- _PROVIDED MATERIAL_
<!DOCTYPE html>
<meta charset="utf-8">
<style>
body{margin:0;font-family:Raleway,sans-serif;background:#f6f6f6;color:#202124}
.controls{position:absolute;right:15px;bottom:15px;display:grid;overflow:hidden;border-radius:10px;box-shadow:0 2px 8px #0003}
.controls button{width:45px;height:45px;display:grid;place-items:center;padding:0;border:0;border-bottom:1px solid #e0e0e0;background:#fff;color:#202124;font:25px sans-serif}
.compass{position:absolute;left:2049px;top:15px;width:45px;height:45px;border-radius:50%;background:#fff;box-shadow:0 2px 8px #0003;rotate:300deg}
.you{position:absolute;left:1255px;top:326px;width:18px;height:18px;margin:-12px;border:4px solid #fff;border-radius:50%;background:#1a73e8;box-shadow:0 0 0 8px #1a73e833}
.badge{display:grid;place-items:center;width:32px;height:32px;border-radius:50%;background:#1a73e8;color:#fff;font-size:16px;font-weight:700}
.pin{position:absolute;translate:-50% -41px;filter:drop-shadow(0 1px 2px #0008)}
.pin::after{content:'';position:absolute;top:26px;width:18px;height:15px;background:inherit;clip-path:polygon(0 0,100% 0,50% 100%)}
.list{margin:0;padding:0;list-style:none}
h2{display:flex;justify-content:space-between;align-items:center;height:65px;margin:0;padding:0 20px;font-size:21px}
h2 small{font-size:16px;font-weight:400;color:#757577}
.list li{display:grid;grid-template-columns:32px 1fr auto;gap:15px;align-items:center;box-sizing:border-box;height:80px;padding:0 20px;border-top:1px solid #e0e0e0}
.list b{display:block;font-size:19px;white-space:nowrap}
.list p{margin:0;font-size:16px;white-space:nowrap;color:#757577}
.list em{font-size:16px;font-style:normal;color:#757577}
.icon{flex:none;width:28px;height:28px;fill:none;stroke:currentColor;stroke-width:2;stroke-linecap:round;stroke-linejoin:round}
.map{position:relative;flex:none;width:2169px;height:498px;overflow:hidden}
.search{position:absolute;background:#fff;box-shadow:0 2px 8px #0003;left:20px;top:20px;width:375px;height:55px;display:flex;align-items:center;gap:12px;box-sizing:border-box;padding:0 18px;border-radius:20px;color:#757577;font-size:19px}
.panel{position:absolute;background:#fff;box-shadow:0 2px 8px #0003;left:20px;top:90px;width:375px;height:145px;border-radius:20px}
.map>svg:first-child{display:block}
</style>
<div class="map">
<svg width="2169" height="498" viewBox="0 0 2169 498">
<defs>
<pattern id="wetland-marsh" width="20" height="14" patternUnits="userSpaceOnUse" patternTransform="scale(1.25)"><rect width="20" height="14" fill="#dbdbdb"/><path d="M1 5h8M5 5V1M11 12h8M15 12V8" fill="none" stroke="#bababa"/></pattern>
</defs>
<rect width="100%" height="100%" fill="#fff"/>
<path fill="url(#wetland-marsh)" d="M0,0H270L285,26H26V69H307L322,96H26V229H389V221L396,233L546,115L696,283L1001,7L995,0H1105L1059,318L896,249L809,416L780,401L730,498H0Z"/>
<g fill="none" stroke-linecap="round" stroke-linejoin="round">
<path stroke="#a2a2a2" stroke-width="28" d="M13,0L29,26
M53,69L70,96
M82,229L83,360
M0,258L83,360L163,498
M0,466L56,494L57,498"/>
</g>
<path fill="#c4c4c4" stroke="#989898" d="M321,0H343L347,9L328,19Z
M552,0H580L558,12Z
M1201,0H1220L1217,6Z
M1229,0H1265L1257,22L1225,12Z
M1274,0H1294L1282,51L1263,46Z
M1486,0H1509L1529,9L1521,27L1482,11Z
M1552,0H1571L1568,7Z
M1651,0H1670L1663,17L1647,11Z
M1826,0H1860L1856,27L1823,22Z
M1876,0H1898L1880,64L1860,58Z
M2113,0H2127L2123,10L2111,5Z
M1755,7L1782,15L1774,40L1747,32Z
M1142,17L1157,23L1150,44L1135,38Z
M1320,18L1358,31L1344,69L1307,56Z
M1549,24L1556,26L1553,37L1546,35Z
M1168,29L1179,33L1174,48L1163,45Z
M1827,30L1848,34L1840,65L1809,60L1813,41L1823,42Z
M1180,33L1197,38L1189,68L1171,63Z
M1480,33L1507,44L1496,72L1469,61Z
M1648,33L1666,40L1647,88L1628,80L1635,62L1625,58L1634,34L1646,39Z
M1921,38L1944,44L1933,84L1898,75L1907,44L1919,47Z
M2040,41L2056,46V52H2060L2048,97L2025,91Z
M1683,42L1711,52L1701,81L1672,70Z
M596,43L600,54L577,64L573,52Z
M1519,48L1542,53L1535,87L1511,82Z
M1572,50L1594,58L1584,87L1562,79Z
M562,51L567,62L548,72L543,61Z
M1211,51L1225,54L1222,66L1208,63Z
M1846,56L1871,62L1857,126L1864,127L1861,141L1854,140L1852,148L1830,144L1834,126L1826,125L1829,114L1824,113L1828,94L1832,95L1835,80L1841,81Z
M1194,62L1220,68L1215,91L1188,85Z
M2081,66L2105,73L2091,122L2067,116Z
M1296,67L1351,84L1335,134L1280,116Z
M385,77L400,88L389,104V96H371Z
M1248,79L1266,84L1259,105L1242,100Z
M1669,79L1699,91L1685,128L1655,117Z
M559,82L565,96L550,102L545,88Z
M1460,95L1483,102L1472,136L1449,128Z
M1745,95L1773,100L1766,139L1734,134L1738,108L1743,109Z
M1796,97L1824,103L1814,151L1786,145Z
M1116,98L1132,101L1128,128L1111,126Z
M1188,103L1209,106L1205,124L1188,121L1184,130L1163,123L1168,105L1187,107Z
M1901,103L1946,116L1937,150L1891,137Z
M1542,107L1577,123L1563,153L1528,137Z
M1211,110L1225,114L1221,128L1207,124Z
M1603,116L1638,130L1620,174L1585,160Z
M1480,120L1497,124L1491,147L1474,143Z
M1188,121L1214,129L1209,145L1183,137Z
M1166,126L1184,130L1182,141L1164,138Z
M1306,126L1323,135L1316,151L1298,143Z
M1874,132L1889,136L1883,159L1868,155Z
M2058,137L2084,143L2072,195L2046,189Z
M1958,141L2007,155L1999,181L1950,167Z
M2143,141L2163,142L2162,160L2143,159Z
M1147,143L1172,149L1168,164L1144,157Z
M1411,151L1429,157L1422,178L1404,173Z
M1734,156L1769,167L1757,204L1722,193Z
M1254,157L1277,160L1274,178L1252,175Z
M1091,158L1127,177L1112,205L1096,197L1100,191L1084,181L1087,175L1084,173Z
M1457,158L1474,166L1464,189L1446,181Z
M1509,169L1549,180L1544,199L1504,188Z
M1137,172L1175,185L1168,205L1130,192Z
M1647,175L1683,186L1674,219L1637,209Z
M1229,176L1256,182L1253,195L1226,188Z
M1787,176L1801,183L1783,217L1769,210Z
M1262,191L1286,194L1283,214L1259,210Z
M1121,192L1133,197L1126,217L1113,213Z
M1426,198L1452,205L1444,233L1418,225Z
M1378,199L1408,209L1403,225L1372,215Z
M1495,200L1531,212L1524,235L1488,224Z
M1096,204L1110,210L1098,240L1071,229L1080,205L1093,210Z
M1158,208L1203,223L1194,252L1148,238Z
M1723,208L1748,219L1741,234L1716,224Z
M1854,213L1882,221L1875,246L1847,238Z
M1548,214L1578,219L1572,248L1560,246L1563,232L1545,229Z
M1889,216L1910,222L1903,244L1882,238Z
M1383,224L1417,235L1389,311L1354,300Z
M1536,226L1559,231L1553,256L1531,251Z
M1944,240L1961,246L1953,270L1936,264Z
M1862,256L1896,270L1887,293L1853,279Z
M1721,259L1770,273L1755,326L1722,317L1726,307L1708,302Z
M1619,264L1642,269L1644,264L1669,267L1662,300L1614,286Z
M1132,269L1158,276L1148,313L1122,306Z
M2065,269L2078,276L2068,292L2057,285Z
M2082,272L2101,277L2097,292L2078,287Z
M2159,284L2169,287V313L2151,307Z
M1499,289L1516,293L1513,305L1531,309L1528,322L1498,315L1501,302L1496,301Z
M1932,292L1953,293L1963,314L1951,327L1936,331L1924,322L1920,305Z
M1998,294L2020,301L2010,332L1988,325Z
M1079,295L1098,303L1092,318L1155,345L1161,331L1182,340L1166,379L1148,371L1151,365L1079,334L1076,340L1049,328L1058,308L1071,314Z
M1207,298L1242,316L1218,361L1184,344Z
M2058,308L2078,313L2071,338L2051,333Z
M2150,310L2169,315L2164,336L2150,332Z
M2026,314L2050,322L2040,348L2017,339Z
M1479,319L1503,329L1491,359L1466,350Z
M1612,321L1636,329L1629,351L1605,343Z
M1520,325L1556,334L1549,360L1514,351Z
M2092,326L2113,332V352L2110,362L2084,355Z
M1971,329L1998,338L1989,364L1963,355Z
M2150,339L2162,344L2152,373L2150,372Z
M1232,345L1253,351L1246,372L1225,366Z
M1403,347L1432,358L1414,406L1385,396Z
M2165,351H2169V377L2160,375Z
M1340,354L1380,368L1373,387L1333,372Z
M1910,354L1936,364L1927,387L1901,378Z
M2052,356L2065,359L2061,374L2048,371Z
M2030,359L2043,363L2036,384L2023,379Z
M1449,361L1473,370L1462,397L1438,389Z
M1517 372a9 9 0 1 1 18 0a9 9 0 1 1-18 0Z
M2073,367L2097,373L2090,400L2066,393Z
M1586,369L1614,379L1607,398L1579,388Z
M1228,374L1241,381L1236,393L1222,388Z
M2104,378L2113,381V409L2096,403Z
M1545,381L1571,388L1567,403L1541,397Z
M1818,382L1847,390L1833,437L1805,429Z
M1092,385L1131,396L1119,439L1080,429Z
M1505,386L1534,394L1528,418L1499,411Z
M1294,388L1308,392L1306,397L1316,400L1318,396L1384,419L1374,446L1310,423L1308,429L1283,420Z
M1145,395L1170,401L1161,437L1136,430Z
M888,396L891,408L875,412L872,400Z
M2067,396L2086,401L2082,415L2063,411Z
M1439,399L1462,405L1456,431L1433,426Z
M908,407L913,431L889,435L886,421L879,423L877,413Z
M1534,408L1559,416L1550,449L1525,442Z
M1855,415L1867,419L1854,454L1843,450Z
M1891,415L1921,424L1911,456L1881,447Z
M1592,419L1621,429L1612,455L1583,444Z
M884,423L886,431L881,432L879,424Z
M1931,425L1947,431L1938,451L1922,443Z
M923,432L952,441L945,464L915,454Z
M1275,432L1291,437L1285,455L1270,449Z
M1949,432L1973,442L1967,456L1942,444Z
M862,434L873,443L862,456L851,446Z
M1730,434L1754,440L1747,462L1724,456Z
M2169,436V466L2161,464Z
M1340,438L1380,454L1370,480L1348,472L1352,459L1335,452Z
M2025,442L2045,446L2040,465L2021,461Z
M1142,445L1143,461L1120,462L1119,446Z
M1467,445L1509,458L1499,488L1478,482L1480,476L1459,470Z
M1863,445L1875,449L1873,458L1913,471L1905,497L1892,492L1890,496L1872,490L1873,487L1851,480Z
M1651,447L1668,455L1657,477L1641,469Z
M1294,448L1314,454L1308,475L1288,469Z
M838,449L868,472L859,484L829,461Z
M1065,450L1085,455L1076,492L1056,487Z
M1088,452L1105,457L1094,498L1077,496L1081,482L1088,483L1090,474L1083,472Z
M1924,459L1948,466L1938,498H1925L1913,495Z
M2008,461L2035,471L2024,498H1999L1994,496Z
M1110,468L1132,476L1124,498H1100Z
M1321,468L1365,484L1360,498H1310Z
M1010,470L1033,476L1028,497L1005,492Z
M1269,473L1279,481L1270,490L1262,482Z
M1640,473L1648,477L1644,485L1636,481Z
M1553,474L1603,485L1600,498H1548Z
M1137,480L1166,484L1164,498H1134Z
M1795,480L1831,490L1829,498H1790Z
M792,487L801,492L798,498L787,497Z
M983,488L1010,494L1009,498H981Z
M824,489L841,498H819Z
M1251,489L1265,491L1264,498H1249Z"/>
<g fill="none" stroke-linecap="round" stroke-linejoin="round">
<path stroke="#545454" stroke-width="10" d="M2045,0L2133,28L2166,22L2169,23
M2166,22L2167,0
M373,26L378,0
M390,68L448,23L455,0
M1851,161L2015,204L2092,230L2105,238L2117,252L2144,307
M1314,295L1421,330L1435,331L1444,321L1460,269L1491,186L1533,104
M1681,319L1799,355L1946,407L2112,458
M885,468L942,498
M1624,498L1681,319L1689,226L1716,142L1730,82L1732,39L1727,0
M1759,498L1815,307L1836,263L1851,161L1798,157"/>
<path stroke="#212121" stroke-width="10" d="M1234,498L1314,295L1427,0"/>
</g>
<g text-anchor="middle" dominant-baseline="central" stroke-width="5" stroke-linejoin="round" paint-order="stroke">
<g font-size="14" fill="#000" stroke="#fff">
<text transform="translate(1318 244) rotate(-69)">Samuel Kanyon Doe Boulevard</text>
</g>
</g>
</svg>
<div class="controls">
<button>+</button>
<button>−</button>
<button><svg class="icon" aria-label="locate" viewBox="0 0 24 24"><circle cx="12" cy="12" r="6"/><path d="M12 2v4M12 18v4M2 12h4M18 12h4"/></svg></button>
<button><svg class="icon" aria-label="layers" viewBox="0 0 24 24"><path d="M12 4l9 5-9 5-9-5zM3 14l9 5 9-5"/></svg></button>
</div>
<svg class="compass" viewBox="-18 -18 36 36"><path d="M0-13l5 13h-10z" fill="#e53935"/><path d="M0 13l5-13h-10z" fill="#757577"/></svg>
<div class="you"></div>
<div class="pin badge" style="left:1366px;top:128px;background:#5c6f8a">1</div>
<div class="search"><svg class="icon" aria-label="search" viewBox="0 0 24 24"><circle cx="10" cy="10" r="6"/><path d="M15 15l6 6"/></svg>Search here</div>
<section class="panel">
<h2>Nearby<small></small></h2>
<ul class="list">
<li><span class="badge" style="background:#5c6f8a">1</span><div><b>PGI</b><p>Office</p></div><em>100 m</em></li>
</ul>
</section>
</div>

- _ABOUT THIS TASK_
Copy each line above holding "compass".

- _TASK RESULT_
.compass{position:absolute;left:2049px;top:15px;width:45px;height:45px;border-radius:50%;background:#fff;box-shadow:0 2px 8px #0003;rotate:300deg}
<svg class="compass" viewBox="-18 -18 36 36"><path d="M0-13l5 13h-10z" fill="#e53935"/><path d="M0 13l5-13h-10z" fill="#757577"/></svg>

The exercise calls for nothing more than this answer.